De caráter interdisciplinar, o gênero biográfico permite o diálogo com outros campos do conhecimento, tais como, da História, da Literatura, do Jornalismo, da Psicologia. Conforme esclarece Alberti (2005), sua peculiaridade “[…] decorre de toda uma postura com relação à história e às configurações socioculturais, que privilegia a recuperação do vivido conforme concebido por quem viveu”. Nesse sentido, segundo Borges (2008), são os movimentos da sociedade e o desenvolvimento das disciplinas que estudam o homem em sociedade, são considerados os dois eixos que claramente, podem explicar hoje o interesse pelas biografias.

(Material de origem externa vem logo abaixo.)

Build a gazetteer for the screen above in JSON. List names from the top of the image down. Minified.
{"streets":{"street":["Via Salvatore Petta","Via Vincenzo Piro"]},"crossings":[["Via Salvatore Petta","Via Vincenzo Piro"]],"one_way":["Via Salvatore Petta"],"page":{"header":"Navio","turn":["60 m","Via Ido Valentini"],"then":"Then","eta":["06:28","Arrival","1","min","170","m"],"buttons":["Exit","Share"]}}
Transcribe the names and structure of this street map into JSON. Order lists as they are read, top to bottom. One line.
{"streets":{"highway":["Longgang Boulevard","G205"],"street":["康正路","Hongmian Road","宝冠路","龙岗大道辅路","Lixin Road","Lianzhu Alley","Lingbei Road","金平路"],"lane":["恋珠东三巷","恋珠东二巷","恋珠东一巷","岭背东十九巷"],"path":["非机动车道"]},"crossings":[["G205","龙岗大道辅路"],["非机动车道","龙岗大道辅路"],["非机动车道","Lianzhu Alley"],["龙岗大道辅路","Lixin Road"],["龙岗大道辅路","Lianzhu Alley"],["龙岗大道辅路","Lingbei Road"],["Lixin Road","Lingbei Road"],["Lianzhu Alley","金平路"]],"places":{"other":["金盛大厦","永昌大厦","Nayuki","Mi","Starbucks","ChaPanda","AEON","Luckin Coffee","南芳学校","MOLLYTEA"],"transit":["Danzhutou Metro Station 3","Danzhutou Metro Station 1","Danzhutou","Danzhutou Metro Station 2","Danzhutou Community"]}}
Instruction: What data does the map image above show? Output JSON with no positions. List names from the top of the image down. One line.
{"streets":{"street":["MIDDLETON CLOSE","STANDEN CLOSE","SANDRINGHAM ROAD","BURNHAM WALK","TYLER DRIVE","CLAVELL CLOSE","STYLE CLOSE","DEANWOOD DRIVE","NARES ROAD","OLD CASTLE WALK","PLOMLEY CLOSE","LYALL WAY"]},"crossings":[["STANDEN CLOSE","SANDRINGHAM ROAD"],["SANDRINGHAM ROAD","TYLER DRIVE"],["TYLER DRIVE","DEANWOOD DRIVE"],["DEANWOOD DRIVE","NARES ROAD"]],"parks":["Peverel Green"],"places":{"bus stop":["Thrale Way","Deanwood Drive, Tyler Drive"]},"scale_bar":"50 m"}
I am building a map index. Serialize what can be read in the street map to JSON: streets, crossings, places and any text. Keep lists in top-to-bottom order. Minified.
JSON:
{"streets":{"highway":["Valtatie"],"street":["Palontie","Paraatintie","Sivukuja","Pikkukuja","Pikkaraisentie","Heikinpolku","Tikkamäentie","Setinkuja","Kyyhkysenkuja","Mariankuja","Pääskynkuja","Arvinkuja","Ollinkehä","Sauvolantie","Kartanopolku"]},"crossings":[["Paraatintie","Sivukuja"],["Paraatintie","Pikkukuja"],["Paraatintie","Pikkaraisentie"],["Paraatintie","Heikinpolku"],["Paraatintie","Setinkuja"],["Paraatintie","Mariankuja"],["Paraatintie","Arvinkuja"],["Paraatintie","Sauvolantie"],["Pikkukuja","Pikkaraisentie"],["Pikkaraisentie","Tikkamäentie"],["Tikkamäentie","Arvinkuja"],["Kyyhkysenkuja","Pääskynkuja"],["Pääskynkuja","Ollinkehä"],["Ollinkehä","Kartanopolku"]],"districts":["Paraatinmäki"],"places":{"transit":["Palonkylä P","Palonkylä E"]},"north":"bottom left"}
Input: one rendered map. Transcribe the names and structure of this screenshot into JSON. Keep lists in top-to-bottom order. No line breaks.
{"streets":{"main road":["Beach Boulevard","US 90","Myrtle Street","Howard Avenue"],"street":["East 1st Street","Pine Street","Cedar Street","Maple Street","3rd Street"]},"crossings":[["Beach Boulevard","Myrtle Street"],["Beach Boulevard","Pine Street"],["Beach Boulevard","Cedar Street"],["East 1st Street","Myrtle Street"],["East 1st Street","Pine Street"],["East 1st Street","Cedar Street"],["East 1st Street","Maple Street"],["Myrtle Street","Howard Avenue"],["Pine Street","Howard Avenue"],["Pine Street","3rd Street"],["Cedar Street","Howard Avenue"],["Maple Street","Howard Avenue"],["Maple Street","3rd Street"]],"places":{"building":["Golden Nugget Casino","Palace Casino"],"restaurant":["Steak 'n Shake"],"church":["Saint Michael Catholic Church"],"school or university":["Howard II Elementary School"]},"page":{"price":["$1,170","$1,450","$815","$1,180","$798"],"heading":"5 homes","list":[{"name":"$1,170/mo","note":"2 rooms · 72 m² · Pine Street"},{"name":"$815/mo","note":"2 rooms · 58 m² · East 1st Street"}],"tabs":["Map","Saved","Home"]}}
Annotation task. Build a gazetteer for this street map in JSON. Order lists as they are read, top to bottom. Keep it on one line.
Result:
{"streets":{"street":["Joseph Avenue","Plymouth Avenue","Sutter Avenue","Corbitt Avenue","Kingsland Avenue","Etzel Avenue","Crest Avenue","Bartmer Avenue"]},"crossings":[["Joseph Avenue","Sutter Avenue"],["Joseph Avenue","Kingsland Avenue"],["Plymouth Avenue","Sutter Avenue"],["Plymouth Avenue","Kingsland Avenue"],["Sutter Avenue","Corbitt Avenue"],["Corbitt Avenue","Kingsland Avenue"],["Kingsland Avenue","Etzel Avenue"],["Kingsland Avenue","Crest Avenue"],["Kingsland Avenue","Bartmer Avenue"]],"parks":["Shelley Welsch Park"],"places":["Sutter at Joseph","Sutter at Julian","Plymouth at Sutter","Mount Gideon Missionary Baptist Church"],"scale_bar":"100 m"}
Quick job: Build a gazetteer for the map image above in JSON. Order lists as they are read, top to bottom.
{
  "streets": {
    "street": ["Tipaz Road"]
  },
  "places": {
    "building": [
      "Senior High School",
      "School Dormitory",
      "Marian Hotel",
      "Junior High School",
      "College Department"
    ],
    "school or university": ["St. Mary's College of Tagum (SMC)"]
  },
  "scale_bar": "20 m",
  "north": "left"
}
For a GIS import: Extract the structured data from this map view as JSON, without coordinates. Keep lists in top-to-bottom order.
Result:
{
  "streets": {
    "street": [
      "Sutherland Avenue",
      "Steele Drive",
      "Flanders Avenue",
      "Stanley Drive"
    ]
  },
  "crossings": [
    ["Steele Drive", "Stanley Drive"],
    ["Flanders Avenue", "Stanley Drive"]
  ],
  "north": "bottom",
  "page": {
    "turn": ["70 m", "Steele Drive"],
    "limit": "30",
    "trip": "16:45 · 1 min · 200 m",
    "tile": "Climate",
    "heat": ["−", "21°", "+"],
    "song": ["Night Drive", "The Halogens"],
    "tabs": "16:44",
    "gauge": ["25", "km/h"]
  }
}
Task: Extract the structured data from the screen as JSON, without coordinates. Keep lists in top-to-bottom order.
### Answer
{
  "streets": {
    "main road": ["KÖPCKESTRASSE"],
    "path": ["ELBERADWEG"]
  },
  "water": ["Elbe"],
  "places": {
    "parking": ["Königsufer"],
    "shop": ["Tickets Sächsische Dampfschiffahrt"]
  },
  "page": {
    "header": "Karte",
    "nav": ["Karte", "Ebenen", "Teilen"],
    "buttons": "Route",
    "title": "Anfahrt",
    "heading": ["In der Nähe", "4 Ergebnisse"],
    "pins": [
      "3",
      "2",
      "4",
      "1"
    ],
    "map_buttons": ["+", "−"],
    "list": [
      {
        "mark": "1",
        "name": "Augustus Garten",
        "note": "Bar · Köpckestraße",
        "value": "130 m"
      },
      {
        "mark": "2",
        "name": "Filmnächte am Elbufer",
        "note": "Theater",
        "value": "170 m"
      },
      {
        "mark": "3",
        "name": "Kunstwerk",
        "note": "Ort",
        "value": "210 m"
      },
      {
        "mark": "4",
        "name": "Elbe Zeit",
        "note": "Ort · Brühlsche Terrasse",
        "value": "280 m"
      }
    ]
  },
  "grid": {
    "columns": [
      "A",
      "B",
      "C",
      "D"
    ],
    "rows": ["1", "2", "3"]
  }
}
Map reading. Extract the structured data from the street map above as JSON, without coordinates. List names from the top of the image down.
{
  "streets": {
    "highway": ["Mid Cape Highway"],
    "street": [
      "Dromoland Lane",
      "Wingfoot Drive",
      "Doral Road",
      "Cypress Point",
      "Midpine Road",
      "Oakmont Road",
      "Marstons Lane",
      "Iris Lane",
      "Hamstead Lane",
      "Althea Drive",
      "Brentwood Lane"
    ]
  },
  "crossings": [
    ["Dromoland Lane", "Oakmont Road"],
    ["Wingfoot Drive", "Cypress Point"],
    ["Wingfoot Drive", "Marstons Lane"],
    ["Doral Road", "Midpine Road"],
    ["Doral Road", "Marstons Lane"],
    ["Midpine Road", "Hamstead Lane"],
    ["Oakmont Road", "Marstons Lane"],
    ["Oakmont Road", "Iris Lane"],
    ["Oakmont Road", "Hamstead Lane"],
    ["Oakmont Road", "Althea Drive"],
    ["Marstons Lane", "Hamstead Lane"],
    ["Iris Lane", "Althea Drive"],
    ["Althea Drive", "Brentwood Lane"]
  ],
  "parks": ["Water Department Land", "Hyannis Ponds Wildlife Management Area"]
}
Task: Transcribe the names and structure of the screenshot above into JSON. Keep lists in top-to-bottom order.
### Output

3 DIMENSÕES DA ESCRITA BIOGRÁFICA
A escrita biográfica pode ser observada partindo de aspectos variados que a direciona para dimensões distintas embora sua função, na visão do historiador esteja voltada para a construção de um liame entre o passado histórico e a escrita sobre a vida de um indivíduo. Pode-se dizer, conforme Lejeune (1980), que a biografia tem uma função pedagógica de reprodução social. Nesse sentido, Pereira (2000, p. 122) esclarece que:
O mais recente enfoque para a elaboração de biografias, ao mesmo tempo em que busca ressaltar a irredutibilidade do indivíduo, busca recuperar o universo social no qual sua personalidade foi formada – seu campo exterior, já que, não sendo um sujeito isolado, o indivíduo faz parte de diversos grupos, de uma sociedade e de uma cultura precisas.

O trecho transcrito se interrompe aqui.